▶ Exercise instructions
Search the material for "transform" and show all lines that contain it.

▶ Records
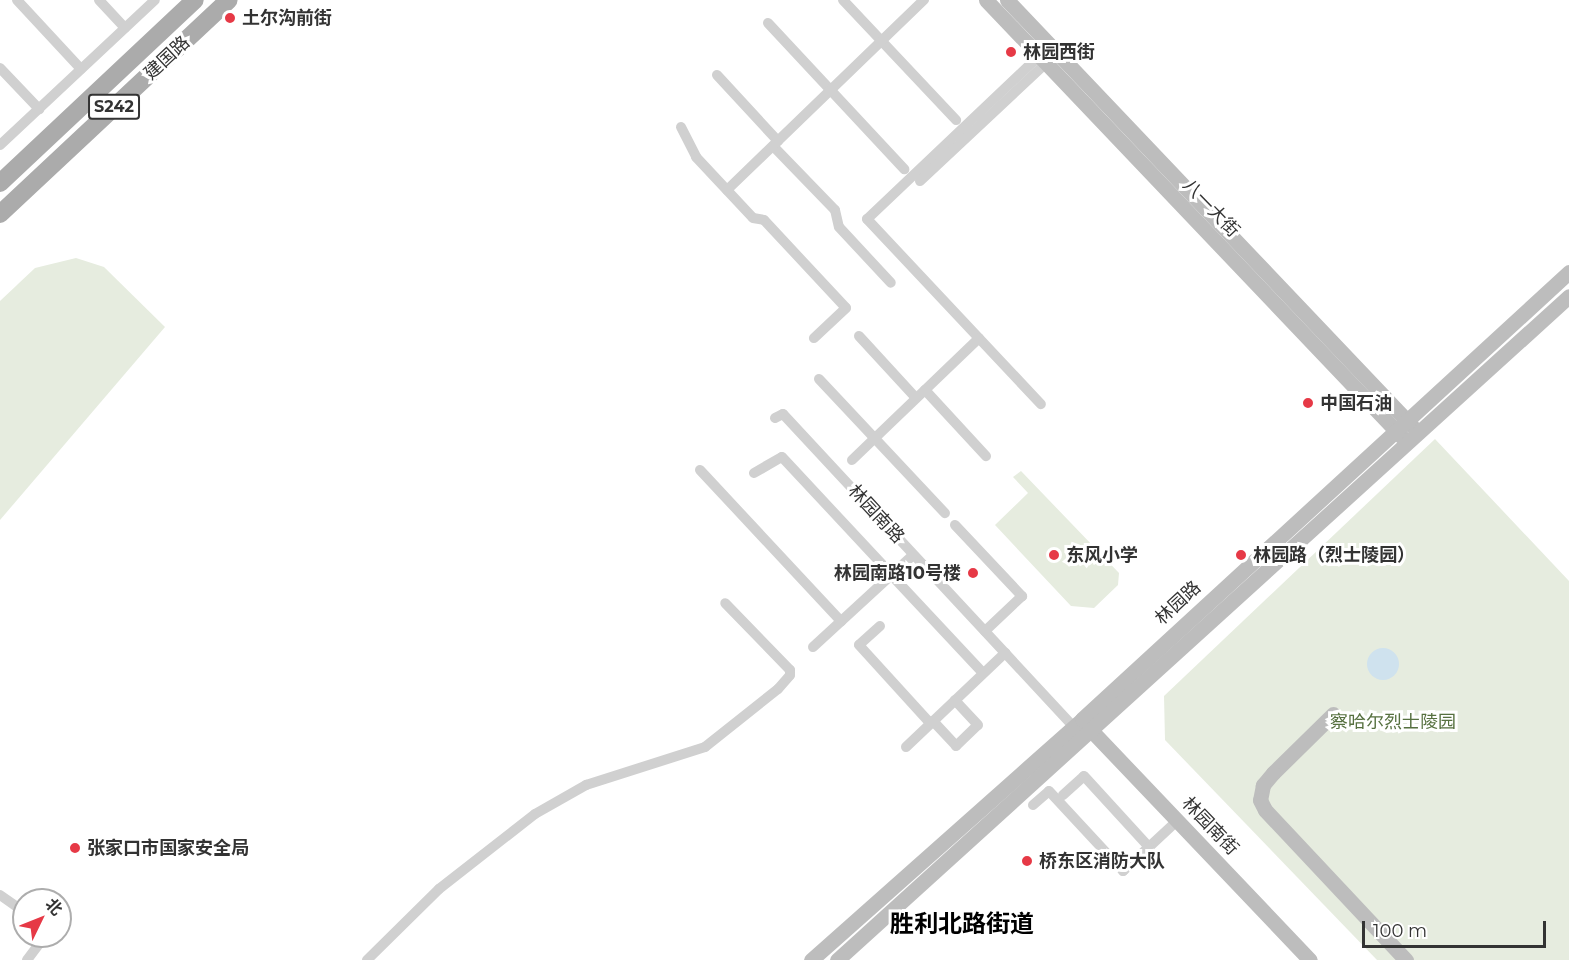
<!DOCTYPE html>
<meta charset="utf-8">
<style>
body{margin:0}
#map{position:relative;width:1569px;height:960px;overflow:hidden;background:#fff;font-family:Montserrat,"Noto Sans SC",sans-serif}
div>[style]{position:absolute}
[style*='--x']{left:calc(var(--x)*1px);top:calc(var(--y)*1px);width:calc(var(--w)*1px);rotate:calc(var(--a)*1deg)}
.green>*{inset:0;background:#e6ecdf}
.water>*{inset:0;background:#cfe2ee}
.round{border-radius:50%}
.street>*{height:10px;margin:-5px;padding:0 5px;transform-origin:5px;border-radius:5px;background:#d0d0d0}
.secondary>*{height:15px;margin:-7.5px;padding:0 7.5px;transform-origin:7.5px;border-radius:7.5px;background:#bdbdbd}
.primary>*{height:18px;margin:-9px;padding:0 9px;transform-origin:9px;border-radius:9px;background:#ababab}
.dots>*{width:16px;height:16px;translate:-50% -50%;box-sizing:border-box;border:3px solid #fff;border-radius:50%}
span{translate:-50% -50%;white-space:nowrap;text-align:center;line-height:1.15;-webkit-text-stroke:6px #fff;paint-order:stroke}
.shield-label span{padding:2px 4px;background:#fff;border:2px solid;border-radius:4px;-webkit-text-stroke-width:0}
.shield-label{font-size:16px;color:#333;font-weight:700}
.poi-label{font-size:18px;color:#333;font-weight:700}
.left{translate:0 -50%;text-align:left}
.right{translate:-100% -50%;text-align:right}
.street-label{font-size:18px;color:#333}
.park-label{font-size:18px;color:#56703f}
.district-label{font-size:24px;color:#000;font-weight:700}
.north{position:absolute;left:12px;top:888px;width:60px;height:60px;box-sizing:border-box;background:#fff;border:2px solid #adadad;border-radius:50%;rotate:47deg;font-size:16px;font-weight:700;line-height:24px;text-align:center;color:#333}
.north::after{content:'';display:block;margin:auto;width:21px;height:27px;background:#e63946;clip-path:polygon(50% 0,100% 100%,50% 72%,0 100%)}
.scale{position:absolute;left:1362px;top:921px;width:184px;height:27px;box-sizing:border-box;border:3px solid #333;border-top:0;padding-left:8px;font-size:18px;line-height:21px;white-space:nowrap;color:#333;-webkit-text-stroke:4px #fff;paint-order:stroke}
</style>
<div id="map">
<div class="green">
<i style="clip-path:polygon(76px 258px,104px 267px,165px 327px,0 520px,0 301px,35px 268px)"></i>
<i style="clip-path:polygon(1435px 439px,1569px 581px,1569px 960px,1377px 960px,1165px 740px,1164px 696px)"></i>
<i style="clip-path:polygon(1021px 471px,1119px 573px,1118px 585px,1094px 608px,1071px 606px,995px 525px,1028px 493px,1013px 477px)"></i>
</div>
<div class="water">
<i class="round" style="left:1367px;top:648px;width:32px;height:32px"></i>
</div>
<div class="street">
<i style="--x:17;--y:0;--w:94;--a:47.2"></i>
<i style="--x:99;--y:0;--w:38;--a:47"></i>
<i style="--x:843;--y:0;--w:165;--a:46.7"></i>
<i style="--x:768;--y:23;--w:200;--a:47"></i>
<i style="--x:1039;--y:56;--w:237;--a:136.5"></i>
<i style="--x:867;--y:219;--w:254;--a:46.8"></i>
<i style="--x:0;--y:68;--w:57;--a:46.4"></i>
<i style="--x:717;--y:75;--w:90;--a:47.3"></i>
<i style="--x:681;--y:127;--w:34;--a:63"></i>
<i style="--x:696;--y:157;--w:83;--a:46.9"></i>
<i style="--x:753;--y:218;--w:11;--a:10"></i>
<i style="--x:764;--y:220;--w:120;--a:47"></i>
<i style="--x:846;--y:308;--w:44;--a:136.8"></i>
<i style="--x:0;--y:145;--w:212;--a:-43.1"></i>
<i style="--x:773;--y:146;--w:89;--a:45.9"></i>
<i style="--x:835;--y:210;--w:17;--a:77"></i>
<i style="--x:839;--y:227;--w:76;--a:47.1"></i>
<i style="--x:920;--y:181;--w:173;--a:-43.1"></i>
<i style="--x:727;--y:190;--w:274;--a:-44"></i>
<i style="--x:859;--y:336;--w:84;--a:47.4"></i>
<i style="--x:819;--y:379;--w:184;--a:46.8"></i>
<i style="--x:925;--y:390;--w:90;--a:47.3"></i>
<i style="--x:775;--y:418;--w:9;--a:-27"></i>
<i style="--x:783;--y:414;--w:426;--a:47.1"></i>
<i style="--x:852;--y:460;--w:176;--a:-43.8"></i>
<i style="--x:700;--y:470;--w:207;--a:47"></i>
<i style="--x:754;--y:473;--w:32;--a:-30"></i>
<i style="--x:782;--y:457;--w:161;--a:47"></i>
<i style="--x:955;--y:525;--w:98;--a:46.7"></i>
<i style="--x:1022;--y:596;--w:51;--a:136.6"></i>
<i style="--x:896;--y:580;--w:127;--a:46.9"></i>
<i style="--x:880;--y:626;--w:28;--a:138"></i>
<i style="--x:859;--y:645;--w:105;--a:47.7"></i>
<i style="--x:813;--y:647;--w:136;--a:-42.6"></i>
<i style="--x:933;--y:721;--w:34;--a:47"></i>
<i style="--x:956;--y:746;--w:30;--a:-44"></i>
<i style="--x:978;--y:725;--w:34;--a:-133"></i>
<i style="--x:906;--y:747;--w:137;--a:-43.5"></i>
<i style="--x:1063;--y:795;--w:28;--a:-42"></i>
<i style="--x:1084;--y:776;--w:96;--a:47.5"></i>
<i style="--x:1149;--y:847;--w:38;--a:-43"></i>
<i style="--x:1033;--y:805;--w:21;--a:-41"></i>
<i style="--x:1049;--y:791;--w:109;--a:47.2"></i>
<i style="--x:1123;--y:871;--w:35;--a:-43"></i>
<i style="--x:0;--y:895;--w:29;--a:35"></i>
<i style="--x:27;--y:960;--w:30;--a:-53"></i>
<i style="--x:367;--y:960;--w:101;--a:-44.6"></i>
<i style="--x:439;--y:889;--w:122;--a:-38"></i>
<i style="--x:535;--y:814;--w:59;--a:-29.6"></i>
<i style="--x:586;--y:785;--w:125;--a:-17.7"></i>
<i style="--x:705;--y:747;--w:93;--a:-38.5"></i>
<i style="--x:778;--y:689;--w:18;--a:-49"></i>
<i style="--x:790;--y:675;--w:5;--a:-90"></i>
<i style="--x:790;--y:670;--w:93;--a:-134.1"></i>
</div>
<div class="secondary">
<i style="--x:986;--y:0;--w:603;--a:46.41"></i>
<i style="--x:1007;--y:0;--w:588;--a:46.45"></i>
<i style="--x:1333;--y:714;--w:84;--a:135.5"></i>
<i style="--x:1273;--y:773;--w:16;--a:130"></i>
<i style="--x:1263;--y:785;--w:15;--a:101"></i>
<i style="--x:1260;--y:800;--w:11;--a:63"></i>
<i style="--x:1265;--y:810;--w:206;--a:46.8"></i>
<i style="--x:1087;--y:726;--w:323;--a:46.4"></i>
<i style="--x:811;--y:960;--w:363;--a:-41.6"></i>
<i style="--x:1082;--y:719;--w:661;--a:-42.55"></i>
<i style="--x:837;--y:960;--w:988;--a:-42.21"></i>
</div>
<div class="primary">
<i style="--x:0;--y:183;--w:267;--a:-43.2"></i>
<i style="--x:0;--y:214;--w:313;--a:-43.1"></i>
</div>
<div class="dots">
<i style="left:230px;top:18px;background:#e63946"></i>
<i style="left:1011px;top:52px;background:#e63946"></i>
<i style="left:1308px;top:403px;background:#e63946"></i>
<i style="left:1054px;top:555px;background:#e63946"></i>
<i style="left:1241px;top:555px;background:#e63946"></i>
<i style="left:973px;top:573px;background:#e63946"></i>
<i style="left:75px;top:848px;background:#e63946"></i>
<i style="left:1027px;top:861px;background:#e63946"></i>
</div>
<div class="shield-label">
<span style="left:114px;top:107px">S242</span>
</div>
<div class="poi-label">
<span class="left" style="left:242px;top:18px">土尔沟前街</span>
<span class="left" style="left:1023px;top:52px">林园西街</span>
<span class="left" style="left:1320px;top:403px">中国石油</span>
<span class="left" style="left:1066px;top:555px">东风小学</span>
<span class="left" style="left:1253px;top:555px">林园路（烈士陵园）</span>
<span class="right" style="left:961px;top:573px">林园南路10号楼</span>
<span class="left" style="left:87px;top:848px">张家口市国家安全局</span>
<span class="left" style="left:1039px;top:861px">桥东区消防大队</span>
</div>
<div class="street-label">
<span style="left:167px;top:58px;rotate:-43deg">建国路</span>
<span style="left:1211px;top:208px;rotate:46deg">八一大街</span>
<span style="left:876px;top:514px;rotate:47deg">林园南路</span>
<span style="left:1178px;top:603px;rotate:-43deg">林园路</span>
<span style="left:1210px;top:826px;rotate:46deg">林园南街</span>
</div>
<div class="park-label">
<span style="left:1393px;top:722px">察哈尔烈士陵园</span>
</div>
<div class="district-label">
<span style="left:962px;top:924px">胜利北路街道</span>
</div>
<div class="north">北</div>
<div class="scale">100 m</div>
</div>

▶ Your response
.street>*{height:10px;margin:-5px;padding:0 5px;transform-origin:5px;border-radius:5px;background:#d0d0d0}
.secondary>*{height:15px;margin:-7.5px;padding:0 7.5px;transform-origin:7.5px;border-radius:7.5px;background:#bdbdbd}
.primary>*{height:18px;margin:-9px;padding:0 9px;transform-origin:9px;border-radius:9px;background:#ababab}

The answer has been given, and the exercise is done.